About this exercise - Among the entries that follow, find the lines containing the string "relative" and copy them.

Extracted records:

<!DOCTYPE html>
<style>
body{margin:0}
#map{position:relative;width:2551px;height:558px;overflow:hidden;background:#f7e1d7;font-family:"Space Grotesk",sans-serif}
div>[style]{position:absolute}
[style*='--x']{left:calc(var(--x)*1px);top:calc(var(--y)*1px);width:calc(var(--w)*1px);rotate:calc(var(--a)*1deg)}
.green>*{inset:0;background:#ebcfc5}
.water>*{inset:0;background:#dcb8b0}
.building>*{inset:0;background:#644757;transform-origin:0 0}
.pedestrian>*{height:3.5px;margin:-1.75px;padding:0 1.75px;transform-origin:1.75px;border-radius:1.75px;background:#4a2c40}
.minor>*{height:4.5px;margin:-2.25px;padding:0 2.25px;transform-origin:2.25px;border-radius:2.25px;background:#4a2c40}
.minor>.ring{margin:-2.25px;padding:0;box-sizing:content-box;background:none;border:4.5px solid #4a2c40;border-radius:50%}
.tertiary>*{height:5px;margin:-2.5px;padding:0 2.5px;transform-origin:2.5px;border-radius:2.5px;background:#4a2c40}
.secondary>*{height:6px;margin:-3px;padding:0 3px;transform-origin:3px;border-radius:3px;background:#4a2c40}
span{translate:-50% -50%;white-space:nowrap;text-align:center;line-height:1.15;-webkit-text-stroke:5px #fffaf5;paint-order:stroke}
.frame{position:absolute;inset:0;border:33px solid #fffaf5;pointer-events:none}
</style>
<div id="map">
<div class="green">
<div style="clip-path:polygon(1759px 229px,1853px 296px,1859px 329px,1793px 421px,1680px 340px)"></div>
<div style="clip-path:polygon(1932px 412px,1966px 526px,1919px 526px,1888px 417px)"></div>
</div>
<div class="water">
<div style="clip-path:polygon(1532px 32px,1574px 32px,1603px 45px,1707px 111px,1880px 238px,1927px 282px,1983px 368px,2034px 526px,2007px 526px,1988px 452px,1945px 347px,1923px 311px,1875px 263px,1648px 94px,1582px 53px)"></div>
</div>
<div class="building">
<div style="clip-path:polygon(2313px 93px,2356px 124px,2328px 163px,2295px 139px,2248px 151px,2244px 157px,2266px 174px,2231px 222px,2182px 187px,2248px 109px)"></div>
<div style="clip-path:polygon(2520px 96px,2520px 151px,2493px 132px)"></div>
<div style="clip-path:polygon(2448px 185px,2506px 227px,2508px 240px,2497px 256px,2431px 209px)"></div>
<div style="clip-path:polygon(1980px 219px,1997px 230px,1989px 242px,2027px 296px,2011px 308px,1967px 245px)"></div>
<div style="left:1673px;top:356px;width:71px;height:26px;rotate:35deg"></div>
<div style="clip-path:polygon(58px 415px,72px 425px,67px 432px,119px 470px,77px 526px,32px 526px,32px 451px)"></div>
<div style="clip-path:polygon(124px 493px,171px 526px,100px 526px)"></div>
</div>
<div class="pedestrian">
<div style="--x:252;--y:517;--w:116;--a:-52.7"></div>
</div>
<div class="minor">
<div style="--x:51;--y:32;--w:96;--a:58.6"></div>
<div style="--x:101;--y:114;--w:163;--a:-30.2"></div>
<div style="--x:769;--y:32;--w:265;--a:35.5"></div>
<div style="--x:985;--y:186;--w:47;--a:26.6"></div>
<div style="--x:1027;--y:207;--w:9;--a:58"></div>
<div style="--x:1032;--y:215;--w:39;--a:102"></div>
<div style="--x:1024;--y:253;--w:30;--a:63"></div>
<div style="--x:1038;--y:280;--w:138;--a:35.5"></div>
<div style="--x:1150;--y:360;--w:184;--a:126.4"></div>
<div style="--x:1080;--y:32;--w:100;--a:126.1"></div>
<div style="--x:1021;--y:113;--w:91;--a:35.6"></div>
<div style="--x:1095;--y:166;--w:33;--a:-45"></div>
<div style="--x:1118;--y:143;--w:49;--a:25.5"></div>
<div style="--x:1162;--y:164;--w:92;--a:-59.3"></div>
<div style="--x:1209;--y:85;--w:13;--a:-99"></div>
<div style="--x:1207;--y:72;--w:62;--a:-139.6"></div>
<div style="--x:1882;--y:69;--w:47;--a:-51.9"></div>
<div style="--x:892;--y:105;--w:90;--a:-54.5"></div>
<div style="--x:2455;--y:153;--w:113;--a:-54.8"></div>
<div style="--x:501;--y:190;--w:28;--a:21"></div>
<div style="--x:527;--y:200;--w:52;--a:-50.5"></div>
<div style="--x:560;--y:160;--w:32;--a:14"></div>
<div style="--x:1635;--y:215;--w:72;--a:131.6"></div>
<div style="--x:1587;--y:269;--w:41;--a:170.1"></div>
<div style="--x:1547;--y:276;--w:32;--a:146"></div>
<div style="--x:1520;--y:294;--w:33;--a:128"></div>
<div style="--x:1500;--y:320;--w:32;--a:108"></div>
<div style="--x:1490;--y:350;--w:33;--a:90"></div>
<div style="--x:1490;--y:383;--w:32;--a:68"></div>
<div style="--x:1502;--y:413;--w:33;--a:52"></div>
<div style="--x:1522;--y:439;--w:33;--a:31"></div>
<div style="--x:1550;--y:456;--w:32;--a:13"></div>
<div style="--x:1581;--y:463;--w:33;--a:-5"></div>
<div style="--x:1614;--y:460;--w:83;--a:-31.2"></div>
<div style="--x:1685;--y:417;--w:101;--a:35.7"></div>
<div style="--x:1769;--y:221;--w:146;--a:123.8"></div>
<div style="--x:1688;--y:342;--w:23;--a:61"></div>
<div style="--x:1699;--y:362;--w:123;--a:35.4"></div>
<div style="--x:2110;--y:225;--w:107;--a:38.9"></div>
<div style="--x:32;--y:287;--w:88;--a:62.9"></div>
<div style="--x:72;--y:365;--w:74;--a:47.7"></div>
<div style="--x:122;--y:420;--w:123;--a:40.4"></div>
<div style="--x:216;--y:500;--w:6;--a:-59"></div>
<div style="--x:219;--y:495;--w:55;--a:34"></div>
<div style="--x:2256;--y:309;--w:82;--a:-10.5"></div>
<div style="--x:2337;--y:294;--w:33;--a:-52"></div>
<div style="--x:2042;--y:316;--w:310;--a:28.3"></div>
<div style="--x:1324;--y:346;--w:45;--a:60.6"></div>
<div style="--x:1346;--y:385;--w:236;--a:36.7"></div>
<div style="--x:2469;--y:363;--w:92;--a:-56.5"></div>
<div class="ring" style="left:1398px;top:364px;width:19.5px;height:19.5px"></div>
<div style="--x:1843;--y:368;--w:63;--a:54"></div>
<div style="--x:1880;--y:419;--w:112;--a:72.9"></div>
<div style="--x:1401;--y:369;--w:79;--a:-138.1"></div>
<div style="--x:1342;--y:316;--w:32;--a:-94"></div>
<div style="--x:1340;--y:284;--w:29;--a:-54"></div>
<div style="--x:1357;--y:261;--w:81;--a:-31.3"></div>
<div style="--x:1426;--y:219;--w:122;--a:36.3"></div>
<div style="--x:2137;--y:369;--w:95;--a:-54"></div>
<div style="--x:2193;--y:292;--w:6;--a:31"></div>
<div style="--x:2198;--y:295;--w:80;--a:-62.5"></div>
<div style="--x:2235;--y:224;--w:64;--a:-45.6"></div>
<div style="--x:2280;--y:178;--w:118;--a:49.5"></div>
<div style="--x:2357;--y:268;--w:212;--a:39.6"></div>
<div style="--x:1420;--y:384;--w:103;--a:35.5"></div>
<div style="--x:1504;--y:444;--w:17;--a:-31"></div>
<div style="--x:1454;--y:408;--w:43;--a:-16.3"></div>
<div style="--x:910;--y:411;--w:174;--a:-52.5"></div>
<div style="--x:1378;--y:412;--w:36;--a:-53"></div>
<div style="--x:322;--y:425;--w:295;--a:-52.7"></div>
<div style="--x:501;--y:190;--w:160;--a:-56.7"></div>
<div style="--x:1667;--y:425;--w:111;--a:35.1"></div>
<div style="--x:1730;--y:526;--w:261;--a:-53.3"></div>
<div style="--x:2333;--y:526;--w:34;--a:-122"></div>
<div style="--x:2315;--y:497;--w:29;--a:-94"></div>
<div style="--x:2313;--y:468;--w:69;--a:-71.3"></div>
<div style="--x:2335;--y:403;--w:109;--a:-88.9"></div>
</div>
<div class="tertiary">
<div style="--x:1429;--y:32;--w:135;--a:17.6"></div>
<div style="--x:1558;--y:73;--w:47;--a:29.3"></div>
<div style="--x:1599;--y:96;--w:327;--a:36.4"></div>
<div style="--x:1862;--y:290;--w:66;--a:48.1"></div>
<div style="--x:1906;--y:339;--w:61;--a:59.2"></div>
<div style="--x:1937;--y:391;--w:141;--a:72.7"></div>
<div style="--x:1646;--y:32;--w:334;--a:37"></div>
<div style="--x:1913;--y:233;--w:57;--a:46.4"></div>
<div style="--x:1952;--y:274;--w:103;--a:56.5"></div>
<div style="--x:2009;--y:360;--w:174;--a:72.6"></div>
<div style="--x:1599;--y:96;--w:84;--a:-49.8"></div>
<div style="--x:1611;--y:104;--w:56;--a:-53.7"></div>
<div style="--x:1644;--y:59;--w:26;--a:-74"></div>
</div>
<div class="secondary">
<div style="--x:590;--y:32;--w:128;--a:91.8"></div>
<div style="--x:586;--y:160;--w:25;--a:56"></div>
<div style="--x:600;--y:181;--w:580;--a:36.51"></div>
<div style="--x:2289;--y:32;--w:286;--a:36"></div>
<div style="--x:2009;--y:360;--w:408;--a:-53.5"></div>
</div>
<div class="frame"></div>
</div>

---

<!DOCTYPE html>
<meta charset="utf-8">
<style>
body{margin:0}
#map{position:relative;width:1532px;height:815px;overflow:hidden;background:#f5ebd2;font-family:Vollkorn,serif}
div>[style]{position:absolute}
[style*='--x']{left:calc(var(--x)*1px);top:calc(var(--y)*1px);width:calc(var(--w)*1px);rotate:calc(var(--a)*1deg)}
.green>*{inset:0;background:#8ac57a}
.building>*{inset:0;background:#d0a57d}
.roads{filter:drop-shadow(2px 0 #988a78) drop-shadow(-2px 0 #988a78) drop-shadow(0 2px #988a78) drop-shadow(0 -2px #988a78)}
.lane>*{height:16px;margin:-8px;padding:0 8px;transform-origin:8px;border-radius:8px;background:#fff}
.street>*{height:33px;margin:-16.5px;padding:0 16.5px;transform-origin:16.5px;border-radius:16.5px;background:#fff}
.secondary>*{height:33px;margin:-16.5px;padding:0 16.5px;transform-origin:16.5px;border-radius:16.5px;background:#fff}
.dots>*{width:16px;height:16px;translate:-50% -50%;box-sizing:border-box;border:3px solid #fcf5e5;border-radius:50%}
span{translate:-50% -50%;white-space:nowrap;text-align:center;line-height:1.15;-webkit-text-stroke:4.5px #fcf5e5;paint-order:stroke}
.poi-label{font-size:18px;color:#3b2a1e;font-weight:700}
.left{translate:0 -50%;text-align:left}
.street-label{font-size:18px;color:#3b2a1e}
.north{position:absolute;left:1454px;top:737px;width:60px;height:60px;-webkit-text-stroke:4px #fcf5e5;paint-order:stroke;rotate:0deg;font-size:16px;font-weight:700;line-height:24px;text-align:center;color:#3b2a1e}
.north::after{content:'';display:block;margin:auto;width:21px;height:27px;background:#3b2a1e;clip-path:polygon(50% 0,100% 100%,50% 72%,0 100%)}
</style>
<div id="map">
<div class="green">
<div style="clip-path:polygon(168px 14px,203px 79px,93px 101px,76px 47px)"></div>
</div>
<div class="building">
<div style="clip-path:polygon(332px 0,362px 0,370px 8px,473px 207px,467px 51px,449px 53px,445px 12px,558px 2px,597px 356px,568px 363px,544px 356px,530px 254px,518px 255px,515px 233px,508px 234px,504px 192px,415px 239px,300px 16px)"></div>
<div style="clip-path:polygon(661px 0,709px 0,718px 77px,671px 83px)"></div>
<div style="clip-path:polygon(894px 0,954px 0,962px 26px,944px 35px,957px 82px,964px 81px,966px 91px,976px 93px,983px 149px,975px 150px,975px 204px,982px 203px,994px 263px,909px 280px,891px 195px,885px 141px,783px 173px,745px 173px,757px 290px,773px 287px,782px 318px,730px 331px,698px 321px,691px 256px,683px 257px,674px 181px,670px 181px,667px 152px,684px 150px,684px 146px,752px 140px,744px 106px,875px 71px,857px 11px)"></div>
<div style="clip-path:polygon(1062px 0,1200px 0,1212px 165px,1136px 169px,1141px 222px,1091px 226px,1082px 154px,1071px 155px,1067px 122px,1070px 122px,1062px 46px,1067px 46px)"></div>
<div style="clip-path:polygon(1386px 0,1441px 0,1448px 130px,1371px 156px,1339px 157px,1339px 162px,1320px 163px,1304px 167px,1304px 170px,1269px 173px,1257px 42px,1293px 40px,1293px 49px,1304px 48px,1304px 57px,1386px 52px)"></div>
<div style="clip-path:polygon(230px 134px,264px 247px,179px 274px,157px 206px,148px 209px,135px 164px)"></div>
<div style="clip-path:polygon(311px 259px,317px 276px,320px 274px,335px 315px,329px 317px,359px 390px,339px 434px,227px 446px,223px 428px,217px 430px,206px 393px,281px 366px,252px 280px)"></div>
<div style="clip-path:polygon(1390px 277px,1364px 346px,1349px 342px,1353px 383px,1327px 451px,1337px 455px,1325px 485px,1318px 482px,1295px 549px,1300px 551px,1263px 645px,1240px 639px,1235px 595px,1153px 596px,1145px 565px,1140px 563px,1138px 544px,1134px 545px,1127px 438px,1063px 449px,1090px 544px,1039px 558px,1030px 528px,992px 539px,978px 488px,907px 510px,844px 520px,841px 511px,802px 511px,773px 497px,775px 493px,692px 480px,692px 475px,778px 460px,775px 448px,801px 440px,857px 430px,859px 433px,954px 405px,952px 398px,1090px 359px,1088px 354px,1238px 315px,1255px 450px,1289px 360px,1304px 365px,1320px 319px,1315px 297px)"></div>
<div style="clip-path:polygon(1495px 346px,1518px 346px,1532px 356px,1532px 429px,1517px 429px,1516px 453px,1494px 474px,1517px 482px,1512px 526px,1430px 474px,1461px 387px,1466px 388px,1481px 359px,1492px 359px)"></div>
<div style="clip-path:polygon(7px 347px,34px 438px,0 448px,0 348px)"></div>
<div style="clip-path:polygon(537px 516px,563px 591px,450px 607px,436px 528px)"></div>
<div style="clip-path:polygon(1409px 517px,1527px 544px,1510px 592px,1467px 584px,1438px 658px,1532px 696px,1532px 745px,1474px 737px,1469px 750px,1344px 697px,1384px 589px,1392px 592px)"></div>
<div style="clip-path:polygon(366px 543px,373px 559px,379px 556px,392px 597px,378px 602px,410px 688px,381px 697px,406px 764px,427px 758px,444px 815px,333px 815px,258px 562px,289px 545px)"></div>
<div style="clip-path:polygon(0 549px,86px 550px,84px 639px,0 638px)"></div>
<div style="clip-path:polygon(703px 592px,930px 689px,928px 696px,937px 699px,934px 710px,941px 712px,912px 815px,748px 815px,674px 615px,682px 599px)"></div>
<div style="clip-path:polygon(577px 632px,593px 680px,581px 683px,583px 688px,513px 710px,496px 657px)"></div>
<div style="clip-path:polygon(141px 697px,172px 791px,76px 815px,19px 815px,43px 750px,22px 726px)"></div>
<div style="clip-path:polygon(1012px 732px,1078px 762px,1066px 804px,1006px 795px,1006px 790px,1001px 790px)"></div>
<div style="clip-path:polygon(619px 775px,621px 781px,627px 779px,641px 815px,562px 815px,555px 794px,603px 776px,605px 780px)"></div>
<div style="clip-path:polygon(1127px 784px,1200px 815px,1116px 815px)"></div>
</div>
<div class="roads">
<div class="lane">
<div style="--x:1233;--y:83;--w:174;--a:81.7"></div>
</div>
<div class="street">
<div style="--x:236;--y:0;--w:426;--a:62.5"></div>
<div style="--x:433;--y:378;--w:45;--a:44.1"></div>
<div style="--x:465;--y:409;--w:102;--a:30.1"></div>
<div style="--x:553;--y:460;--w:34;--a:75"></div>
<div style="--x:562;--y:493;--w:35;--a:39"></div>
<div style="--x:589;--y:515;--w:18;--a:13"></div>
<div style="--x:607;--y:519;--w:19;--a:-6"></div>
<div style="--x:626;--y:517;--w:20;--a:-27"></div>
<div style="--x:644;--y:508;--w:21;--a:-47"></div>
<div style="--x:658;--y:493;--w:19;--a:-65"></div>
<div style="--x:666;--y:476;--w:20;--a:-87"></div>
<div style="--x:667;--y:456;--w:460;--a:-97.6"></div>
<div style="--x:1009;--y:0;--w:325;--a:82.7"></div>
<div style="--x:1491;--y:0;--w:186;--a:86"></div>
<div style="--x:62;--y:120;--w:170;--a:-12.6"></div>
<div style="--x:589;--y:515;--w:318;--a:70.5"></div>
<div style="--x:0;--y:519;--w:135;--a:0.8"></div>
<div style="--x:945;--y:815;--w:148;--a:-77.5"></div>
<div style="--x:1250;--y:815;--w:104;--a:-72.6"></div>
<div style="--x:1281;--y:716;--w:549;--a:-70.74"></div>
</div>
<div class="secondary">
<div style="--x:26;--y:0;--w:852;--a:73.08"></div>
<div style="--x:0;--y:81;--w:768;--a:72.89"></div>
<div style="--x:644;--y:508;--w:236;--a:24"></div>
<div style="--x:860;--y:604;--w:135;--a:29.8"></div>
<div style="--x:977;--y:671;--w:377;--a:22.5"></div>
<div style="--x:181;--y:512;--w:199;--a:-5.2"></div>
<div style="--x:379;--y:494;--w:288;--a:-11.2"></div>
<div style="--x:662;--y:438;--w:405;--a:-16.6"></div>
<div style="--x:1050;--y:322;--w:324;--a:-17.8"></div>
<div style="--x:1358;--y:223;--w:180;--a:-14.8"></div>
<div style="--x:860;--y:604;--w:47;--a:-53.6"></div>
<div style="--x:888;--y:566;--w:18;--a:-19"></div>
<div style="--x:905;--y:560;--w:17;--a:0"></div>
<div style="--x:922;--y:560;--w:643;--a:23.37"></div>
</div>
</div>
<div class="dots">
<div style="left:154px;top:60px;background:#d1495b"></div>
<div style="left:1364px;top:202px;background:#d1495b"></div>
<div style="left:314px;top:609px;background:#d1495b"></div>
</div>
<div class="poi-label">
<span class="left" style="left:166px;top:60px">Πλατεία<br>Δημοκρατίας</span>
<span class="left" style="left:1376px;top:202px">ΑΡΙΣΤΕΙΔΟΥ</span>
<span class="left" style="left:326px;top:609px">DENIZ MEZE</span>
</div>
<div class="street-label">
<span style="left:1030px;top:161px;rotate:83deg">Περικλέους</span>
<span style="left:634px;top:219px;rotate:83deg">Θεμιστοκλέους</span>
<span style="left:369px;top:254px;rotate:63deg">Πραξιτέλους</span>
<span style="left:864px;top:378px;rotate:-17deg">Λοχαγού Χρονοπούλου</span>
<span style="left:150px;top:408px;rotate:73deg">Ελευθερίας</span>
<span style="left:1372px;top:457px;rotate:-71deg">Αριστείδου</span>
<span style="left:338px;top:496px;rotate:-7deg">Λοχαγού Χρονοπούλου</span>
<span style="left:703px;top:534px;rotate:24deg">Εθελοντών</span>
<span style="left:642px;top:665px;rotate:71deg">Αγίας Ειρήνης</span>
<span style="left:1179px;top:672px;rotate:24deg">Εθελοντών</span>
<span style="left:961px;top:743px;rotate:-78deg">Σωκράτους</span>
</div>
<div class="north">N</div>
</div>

Written answer -
#map{position:relative;width:2551px;height:558px;overflow:hidden;background:#f7e1d7;font-family:"Space Grotesk",sans-serif}
#map{position:relative;width:1532px;height:815px;overflow:hidden;background:#f5ebd2;font-family:Vollkorn,serif}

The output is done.